Greek Muslims, also known as Grecophone Muslims, are Muslims of Greek ethnic origin whose adoption of Islam (and often the Turkish language and identity in more recent times) dates either from the contact of early Islamic caliphates with the Byzantine Empire or to the period of Ottoman rule in the southern Balkans and Anatolia. In more recent times, they consist primarily of descendants of Ottoman-era converts to Islam from Greek Macedonia (e.g., Vallahades), Crete (Cretan Muslims), and northeastern Anatolia (particularly in the regions of Trabzon, Gümüşhane, Sivas, Erzincan, Erzurum, and Kars).

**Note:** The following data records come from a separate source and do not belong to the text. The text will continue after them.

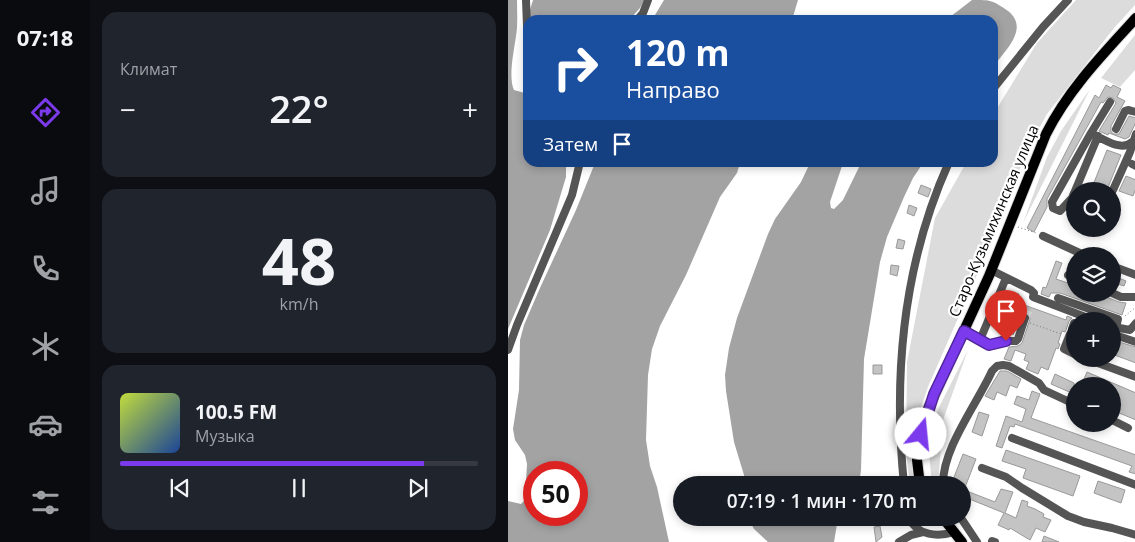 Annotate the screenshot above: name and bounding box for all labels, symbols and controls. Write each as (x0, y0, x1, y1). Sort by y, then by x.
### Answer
text: 07:18 (17, 22, 73, 52)
text: 120 m (626, 29, 730, 76)
icon: right (543, 35, 608, 100)
text: Климат (120, 58, 177, 80)
text: Направо (626, 74, 720, 104)
text: 22° (269, 82, 329, 134)
text: − (120, 90, 136, 128)
text: + (462, 90, 478, 128)
icon: directions (28, 95, 63, 130)
street label: Старо-Кузьмихинская улица (943, 121, 1043, 320)
icon: arrive (608, 130, 636, 158)
text: Затем (543, 131, 598, 157)
icon: music (28, 173, 63, 208)
map controls (1066, 182, 1121, 432)
button: search (1066, 182, 1121, 237)
text: 48 (262, 216, 336, 304)
button: layers (1066, 247, 1121, 302)
icon: phone (28, 251, 63, 286)
pin (985, 290, 1027, 341)
text: km/h (280, 293, 318, 315)
icon: arrive (992, 297, 1020, 325)
button: + (1066, 312, 1121, 367)
icon: climate (28, 329, 63, 364)
button: − (1066, 377, 1121, 432)
text: 100.5 FM (195, 399, 277, 425)
icon: car (28, 407, 63, 442)
position arrow (894, 407, 946, 459)
text: Музыка (195, 425, 255, 447)
speed limit sign: 50 (523, 461, 588, 526)
icon: previous (166, 474, 194, 502)
icon: pause (285, 474, 313, 502)
icon: next (404, 474, 432, 502)
icon: filters (28, 485, 63, 520)
text: 07:19 · 1 мин · 170 m (727, 488, 917, 514) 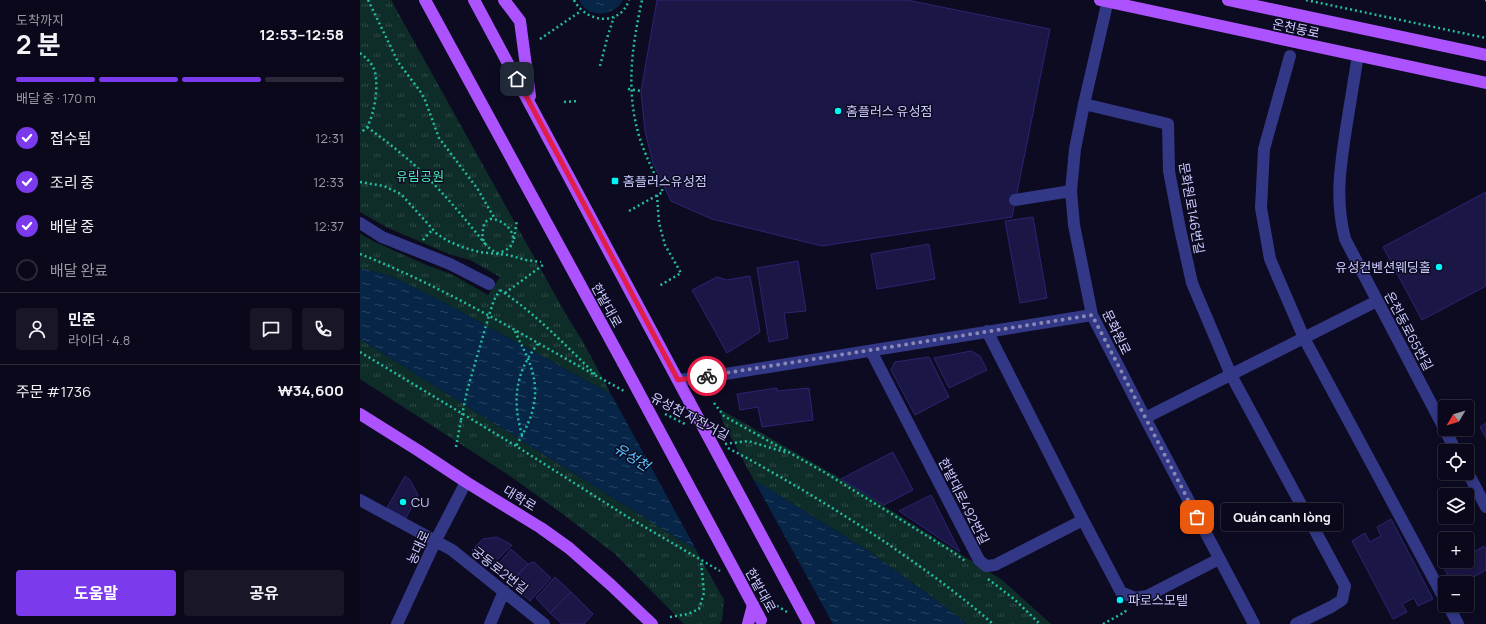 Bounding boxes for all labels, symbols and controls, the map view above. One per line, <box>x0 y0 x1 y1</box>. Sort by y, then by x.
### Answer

Despite their ethnic Greek origin, the contemporary Grecophone Muslims of Turkey have been steadily assimilated into the Turkish-speaking Muslim population. Sizable numbers of Grecophone Muslims, not merely the elders but even young people, have retained knowledge of their respective Greek dialects, such as Cretan and Pontic Greek. Because of their gradual Turkification, as well as the close association of Greece and Greeks with Orthodox Christianity and their perceived status as a historic, military threat to the Turkish Republic, very few are likely to call themselves Greek Muslims. In Greece, Greek-speaking Muslims are not usually considered as forming part of the Greek nation.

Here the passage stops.